El fervor en Olavarría por el recital histórico del Indio Solari era de “todos” aunque ahora no sea de nadie. De hecho el pasado 3 de febrero, el intendente de esa ciudad Ezequiel Galli, posteaba en twitter una foto que hoy, con el saldo de 2 fallecidos, más de 20 heridos y gente que todavía deambula sin poder llegar a su domicilio, quisiera desaparecer.

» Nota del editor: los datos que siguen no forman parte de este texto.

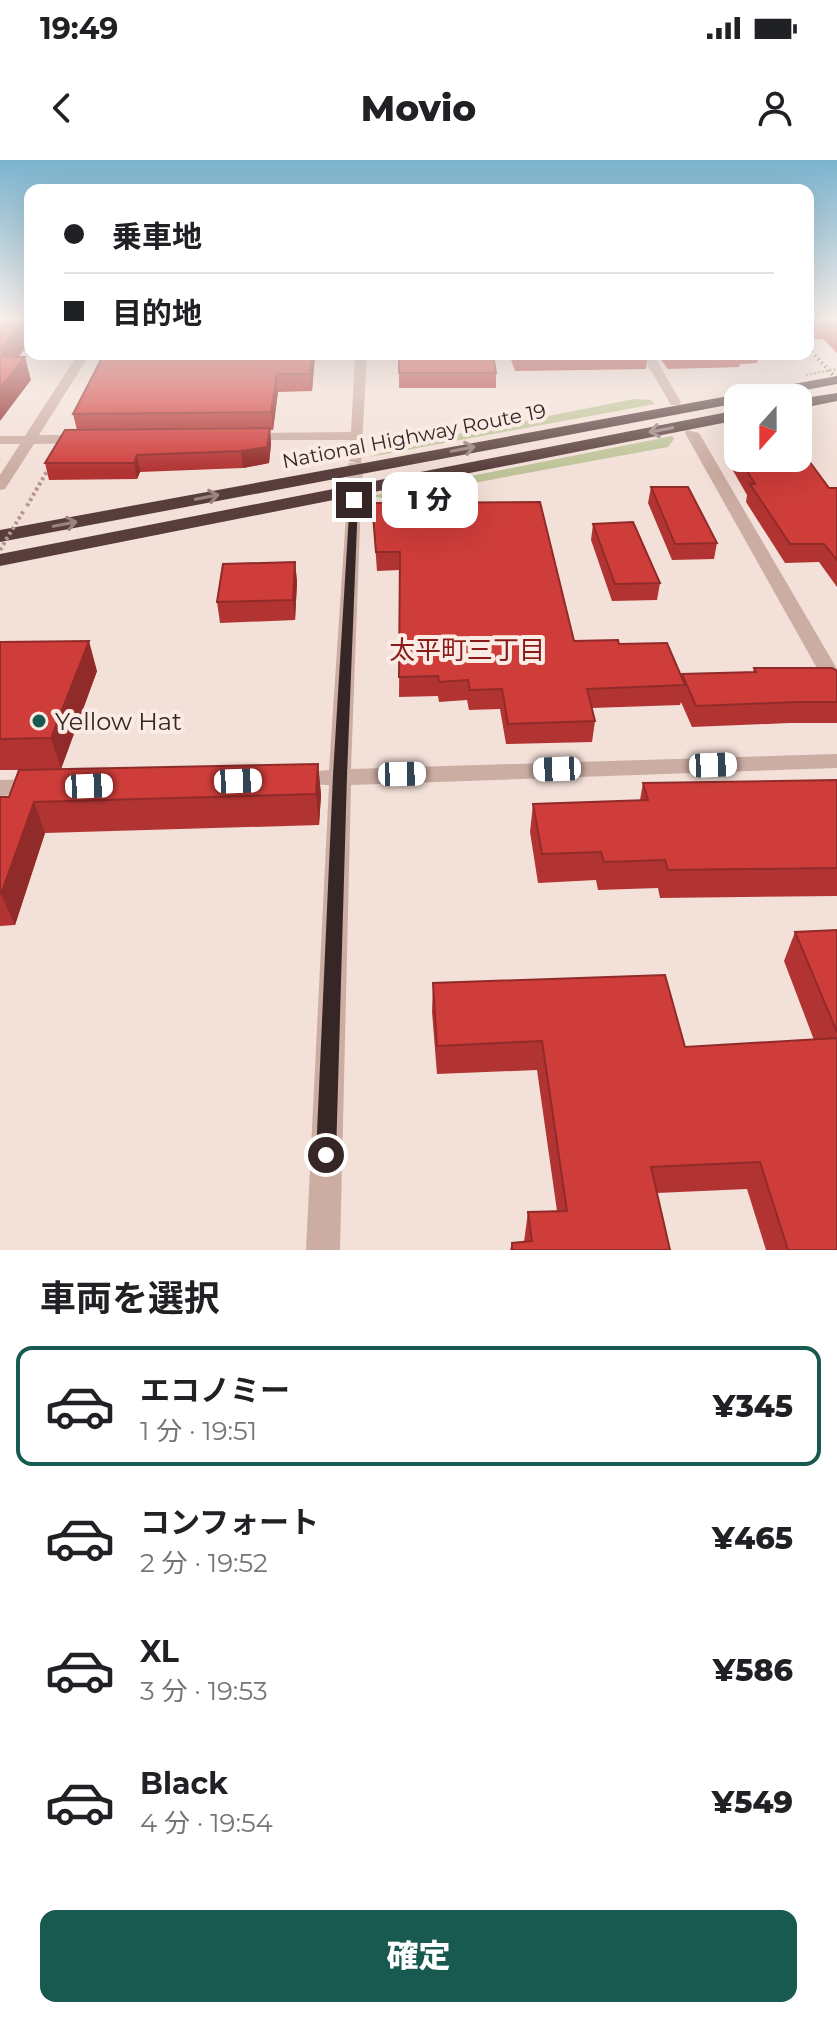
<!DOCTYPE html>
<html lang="ja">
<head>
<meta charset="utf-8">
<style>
	:root { --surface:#fff; --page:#f6f6f6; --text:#202124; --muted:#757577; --line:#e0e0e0; --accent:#185a50 }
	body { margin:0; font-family:Montserrat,"Noto Sans JP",sans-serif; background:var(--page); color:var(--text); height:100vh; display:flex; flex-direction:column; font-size:30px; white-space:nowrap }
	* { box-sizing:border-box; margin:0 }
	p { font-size:26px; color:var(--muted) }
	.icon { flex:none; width:44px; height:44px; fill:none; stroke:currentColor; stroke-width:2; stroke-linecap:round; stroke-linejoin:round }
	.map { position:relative; height:1090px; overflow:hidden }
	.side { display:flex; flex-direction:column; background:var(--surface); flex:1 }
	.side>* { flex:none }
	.top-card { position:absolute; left:24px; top:24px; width:790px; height:176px; border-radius:16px; box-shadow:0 8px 32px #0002; display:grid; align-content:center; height:176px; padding:0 40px; background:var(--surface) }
	.needle { width:52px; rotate:201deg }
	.controls { position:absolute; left:724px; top:224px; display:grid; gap:16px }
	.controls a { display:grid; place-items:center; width:88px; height:88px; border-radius:16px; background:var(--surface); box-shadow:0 8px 32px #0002; font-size:40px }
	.end { position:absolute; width:36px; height:36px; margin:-18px; border:10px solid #362726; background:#fff; box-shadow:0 0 0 4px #fff }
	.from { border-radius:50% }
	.bubble { position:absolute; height:56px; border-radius:16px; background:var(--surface); box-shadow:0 8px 32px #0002; font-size:26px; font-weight:800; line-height:56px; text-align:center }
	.car { position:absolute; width:24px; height:48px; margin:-24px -12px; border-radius:10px; box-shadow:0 0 6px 2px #0007; background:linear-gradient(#fff 24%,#345 0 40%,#fff 0 76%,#345 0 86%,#fff 0) }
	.top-card b { display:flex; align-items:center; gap:28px; height:76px; font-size:30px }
	.top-card b+b { border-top:2px solid var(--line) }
	.top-card i { width:20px; height:20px; background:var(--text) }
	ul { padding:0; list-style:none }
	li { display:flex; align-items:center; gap:24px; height:120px; margin:0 16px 12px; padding:0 24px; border:4px solid transparent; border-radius:16px }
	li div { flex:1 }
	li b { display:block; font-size:30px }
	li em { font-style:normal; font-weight:800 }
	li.selected { border-color:var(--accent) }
	li>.icon { width:72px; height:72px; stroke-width:1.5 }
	h2 { padding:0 40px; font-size:36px; line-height:96px }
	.cta { display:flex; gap:16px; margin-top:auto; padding:16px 40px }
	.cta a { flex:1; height:92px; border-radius:16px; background:var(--accent); color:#fff; font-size:32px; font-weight:800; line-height:92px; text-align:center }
	.status { display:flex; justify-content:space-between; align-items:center; height:56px; padding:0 40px; background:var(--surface); direction:ltr }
	.status svg { height:22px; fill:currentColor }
	header { display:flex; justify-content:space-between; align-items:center; height:104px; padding:0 40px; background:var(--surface); font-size:36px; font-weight:800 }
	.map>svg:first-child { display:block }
	.green { fill:#bdc397 }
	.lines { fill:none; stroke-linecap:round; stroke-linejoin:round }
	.minor-tunnel { stroke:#cdbbb4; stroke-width:15; stroke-dasharray:15 7; stroke-linecap:butt }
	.path { stroke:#b7968d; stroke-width:4; stroke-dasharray:3 3; stroke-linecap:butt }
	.minor { fill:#cbada3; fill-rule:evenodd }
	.highway { fill:#573e3c; fill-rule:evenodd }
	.rail { stroke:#362726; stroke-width:4; stroke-dasharray:1 4; stroke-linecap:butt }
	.path-bridge-far1 { stroke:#b7968d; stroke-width:3; stroke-dasharray:2 2; stroke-linecap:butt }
	.path-bridge { stroke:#b7968d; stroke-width:4; stroke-dasharray:3 3; stroke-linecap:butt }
	.wall { fill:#b23432 }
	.shaded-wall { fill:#912b29 }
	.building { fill:#cf3d3a; stroke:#912b29; stroke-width:2 }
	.oneway { stroke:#98837f }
	.route { fill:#362726 }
	.poi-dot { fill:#185a50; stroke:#faebe4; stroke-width:3 }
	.labels { text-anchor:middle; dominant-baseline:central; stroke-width:8; stroke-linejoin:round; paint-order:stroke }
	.far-street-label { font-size:20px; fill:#362726; stroke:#faebe4 }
	.poi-label { font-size:24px; fill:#362726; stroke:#faebe4; text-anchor:start }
	.neighbourhood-label { font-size:26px; fill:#8a1b19; stroke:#faebe4 }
</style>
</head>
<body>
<div class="status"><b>19:49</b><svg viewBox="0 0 49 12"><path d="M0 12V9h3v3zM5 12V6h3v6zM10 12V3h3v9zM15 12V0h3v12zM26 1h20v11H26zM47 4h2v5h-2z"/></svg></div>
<header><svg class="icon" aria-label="back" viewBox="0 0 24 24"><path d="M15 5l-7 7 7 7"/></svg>Movio<svg class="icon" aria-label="person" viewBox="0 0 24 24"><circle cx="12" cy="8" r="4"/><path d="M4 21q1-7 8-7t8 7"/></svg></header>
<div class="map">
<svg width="837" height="1090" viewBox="0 0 837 1090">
	<rect width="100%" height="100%" fill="#f3e0d8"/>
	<g class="green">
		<polygon points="634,239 651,240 655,244 369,297 417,282"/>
		<polygon points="672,276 674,279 668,287 387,339 371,336"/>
	</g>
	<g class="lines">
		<polyline class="minor-tunnel" points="354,340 356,301"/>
		<polyline class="path" points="27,346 50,306"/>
		<g class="minor">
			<polygon points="78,194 90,194 39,275 83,275 90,279 83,283 34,284 5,329 0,330 0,315 20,284 0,284 0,276 25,276"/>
			<polygon points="355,194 367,194 361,304 349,301 350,280 238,280 238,274 243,273 351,272"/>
			<polygon points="641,194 653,194 681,242 679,245 671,245"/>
			<polygon points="687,270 699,273 837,509 837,532 827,526 685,273"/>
			<polygon points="354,336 361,340 351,609 837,594 837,608 351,625 340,1090 306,1090 329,625 284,624 281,619 284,614 329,610 347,340"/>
			<polygon points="40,619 48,621 51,627 48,633 0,636 0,620"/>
		</g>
		<g class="highway">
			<polygon points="837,216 837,224 764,238 738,238 738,243 0,382 0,370"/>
			<polygon points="837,233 837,241 798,249 798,239"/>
			<polygon points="738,250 738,260 0,406 0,394"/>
		</g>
		<polyline class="rail" points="808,188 837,219"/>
		<polyline class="path-bridge-far1" points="806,215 837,209"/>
		<polyline class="path-bridge" points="0,390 24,350"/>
	</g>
	<g class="wall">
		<polygon points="808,158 837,158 837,193 823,179 808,179"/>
		<polygon points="315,194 312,231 278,232 273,270 270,270 271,284 269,303 243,308 140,312 137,319 49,320 45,303 77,270 73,254"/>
		<polygon points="509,194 648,194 646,209 515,211"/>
		<polygon points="657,194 759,194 757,203 740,204 739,207 668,209"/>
		<rect x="399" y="213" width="97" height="15"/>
		<polygon points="731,285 738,285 738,298 798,298 829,328 837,328 837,427 819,402 785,403 746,342 747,335 728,302"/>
		<polygon points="651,327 717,383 714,399 672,400 648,343"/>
		<polygon points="372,343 574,481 619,484 682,518 682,514 753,512 754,508 837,511 837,563 790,563 692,567 681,542 680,545 592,548 595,561 592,582 506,584 500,549 469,550 467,540 439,542 438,536 399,537 400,410 377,411"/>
		<polygon points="593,364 660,423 657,440 612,441 591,380"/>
		<polygon points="295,402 297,422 295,460 220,463 217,442"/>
		<polygon points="0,482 97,511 61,609 318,604 321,635 319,665 45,673 15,765 0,766 0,637 9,637 37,610 0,610"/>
		<polygon points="837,620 837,736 660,738 658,728 598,730 596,720 538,723 530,672 533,644 640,640 643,623"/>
		<polygon points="837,770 837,1090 766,1090 747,1029 657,1033 670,1090 510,1090 512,1083 524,1082 528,1052 557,1051 537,910 437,914 432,852 433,823 685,887 814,880 784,801 795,772"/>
	</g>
	<g class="shaded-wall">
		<polygon points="26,158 30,158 30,182 1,221 0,190"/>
		<polygon points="312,194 315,194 312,231 310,214"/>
		<polygon points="25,197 31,220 0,261 0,228"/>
		<polygon points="277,214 278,232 273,270 271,252"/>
		<polygon points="270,268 271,284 269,303 243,308 241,291"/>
		<polygon points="137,295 140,312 137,319 134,303"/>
		<polygon points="295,402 297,422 295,460 293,440"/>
		<polygon points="89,481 97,511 61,609 51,578"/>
		<polygon points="318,604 321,635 319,665 316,634"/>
		<polygon points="34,642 45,673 15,765 1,734"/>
	</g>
	<g class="building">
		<polygon points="0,158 26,158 0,190"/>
		<polygon points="104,194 312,194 310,214 277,214 271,252 73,254"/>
		<polygon points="399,194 493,194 496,213 399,213"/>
		<polygon points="0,197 25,197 0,228"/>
		<polygon points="270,268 267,287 241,291 137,295 134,303 45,303 65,270"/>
		<polygon points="731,285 738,285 738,296"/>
		<polygon points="798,286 829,328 837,328 837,400 824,384 790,384 750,324 755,324 739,298 798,298"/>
		<polygon points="651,327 688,327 717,383 675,384"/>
		<polygon points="540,342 574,481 618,480 619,484 667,483 685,525 587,529 595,561 508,564 502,529 470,530 468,520 439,522 438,516 399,517 400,392 376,392 372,343"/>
		<polygon points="633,362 660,423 615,424 593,364"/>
		<polygon points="295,402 293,440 217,442 223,404"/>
		<polygon points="89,481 51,578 0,579 0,482"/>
		<polygon points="754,508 832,508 837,511 837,542 797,542 696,546 682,514 756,512"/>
		<polygon points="318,604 316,634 34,642 1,734 0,734 0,637 9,637 19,610"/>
		<polygon points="837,620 837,708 668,710 665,700 604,702 601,692 542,694 533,644 648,640 643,623"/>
		<polygon points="837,770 837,872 795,772"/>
		<polygon points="665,815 685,887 837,878 837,1090 788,1090 760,1002 651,1007 670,1090 512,1090 512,1083 532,1081 528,1052 567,1051 542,881 437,886 433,823"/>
	</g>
	<defs><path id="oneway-shaft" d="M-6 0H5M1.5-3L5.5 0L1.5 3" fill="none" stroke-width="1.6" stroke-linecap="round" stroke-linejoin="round" transform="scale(2)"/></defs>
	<g class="oneway">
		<use href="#oneway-shaft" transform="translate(661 270) rotate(169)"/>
		<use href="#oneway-shaft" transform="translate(463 289) rotate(-11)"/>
		<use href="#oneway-shaft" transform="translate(207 337) rotate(-11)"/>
		<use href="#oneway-shaft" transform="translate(65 364) rotate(-11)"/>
	</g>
	<linearGradient id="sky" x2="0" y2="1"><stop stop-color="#7ab3ce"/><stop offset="0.51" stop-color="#faf1ed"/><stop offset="1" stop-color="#faf1ed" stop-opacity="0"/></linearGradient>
	<rect width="837" height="311" fill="url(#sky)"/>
	<polygon class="route" points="350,338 358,340 347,615 336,995 334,1002 326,1005 319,1002 316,995 333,615"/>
	<circle class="poi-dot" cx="39" cy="561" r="8"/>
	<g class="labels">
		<g class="far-street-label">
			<text transform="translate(414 276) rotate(-11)">National Highway Route 19</text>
		</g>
		<g class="poi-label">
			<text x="55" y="561">Yellow Hat</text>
		</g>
		<g class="neighbourhood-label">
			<text x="467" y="490">太平町三丁目</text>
		</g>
	</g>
</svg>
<div class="controls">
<a><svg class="needle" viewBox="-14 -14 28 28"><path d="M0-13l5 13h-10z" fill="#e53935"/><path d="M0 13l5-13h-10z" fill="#757577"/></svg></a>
</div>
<i class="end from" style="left:326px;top:995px"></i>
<i class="end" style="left:354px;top:340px"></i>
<div class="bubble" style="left:382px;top:312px;width:96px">1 分</div>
<i class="car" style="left:713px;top:605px;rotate:88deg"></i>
<i class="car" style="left:557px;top:609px;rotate:268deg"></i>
<i class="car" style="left:402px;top:614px;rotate:89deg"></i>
<i class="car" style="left:238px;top:621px;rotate:88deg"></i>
<i class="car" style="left:89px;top:626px;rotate:88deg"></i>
<div class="top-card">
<b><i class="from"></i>乗車地</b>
<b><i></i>目的地</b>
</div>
</div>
<section class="side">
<h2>車両を選択</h2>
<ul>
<li class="selected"><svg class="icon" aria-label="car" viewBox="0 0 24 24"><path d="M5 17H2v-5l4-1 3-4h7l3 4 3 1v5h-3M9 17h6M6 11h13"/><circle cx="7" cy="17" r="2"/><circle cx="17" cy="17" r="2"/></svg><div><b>エコノミー</b><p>1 分 · 19:51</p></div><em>¥345</em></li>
<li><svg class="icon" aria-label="car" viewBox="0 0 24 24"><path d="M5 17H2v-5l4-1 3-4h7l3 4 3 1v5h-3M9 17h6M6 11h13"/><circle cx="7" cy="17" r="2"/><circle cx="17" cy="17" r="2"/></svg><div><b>コンフォート</b><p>2 分 · 19:52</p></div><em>¥465</em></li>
<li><svg class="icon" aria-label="car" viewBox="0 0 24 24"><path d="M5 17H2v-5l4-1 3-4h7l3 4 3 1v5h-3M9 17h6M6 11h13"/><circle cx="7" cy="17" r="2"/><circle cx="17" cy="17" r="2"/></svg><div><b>XL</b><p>3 分 · 19:53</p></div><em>¥586</em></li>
<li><svg class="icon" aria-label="car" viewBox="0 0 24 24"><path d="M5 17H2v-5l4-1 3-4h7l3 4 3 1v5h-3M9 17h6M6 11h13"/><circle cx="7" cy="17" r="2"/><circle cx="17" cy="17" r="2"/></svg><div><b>Black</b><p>4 分 · 19:54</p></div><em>¥549</em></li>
</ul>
<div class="cta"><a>確定</a></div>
</section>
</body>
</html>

Esto habla a las claras de la organización en conjunto de todo el recital y las responsabilidades políticas que surgen ahora cuando todos buscan responsables, también y en primer lugar, la justicia.
Ayer el intendente trató de explicar y reconoció que “lo que sucedió fue un desmadre total”en el recital del Indio Solari, ya que el predio estaba preparado para unas 170 mil personas, pero la cifra que ingresó fue de más de 350 mil.
“Lamento que lo que debía ser una fiesta terminó de esta manera. Lo lamento con el alma”, dijo el jefe comunal tras aclarar que como intendente no tiene responsabilidad legal con los fallecidos, pero “me siento responsable de la situación” y por ello “estoy acá para dar la cara como siempre lo hice”, declaró con gesto de consternación el intendente.
Más allá de que él se desligue ante la justicia figura como “fiador” del predio en el expediente, situación inconsulta al Concejo Deliberante cuando puede traer serias consecuencias económicas al municipio, más allá del Juicio político que es otro de las posibilidades que ya se baraja por parte de la oposición en la ciudad ricotera.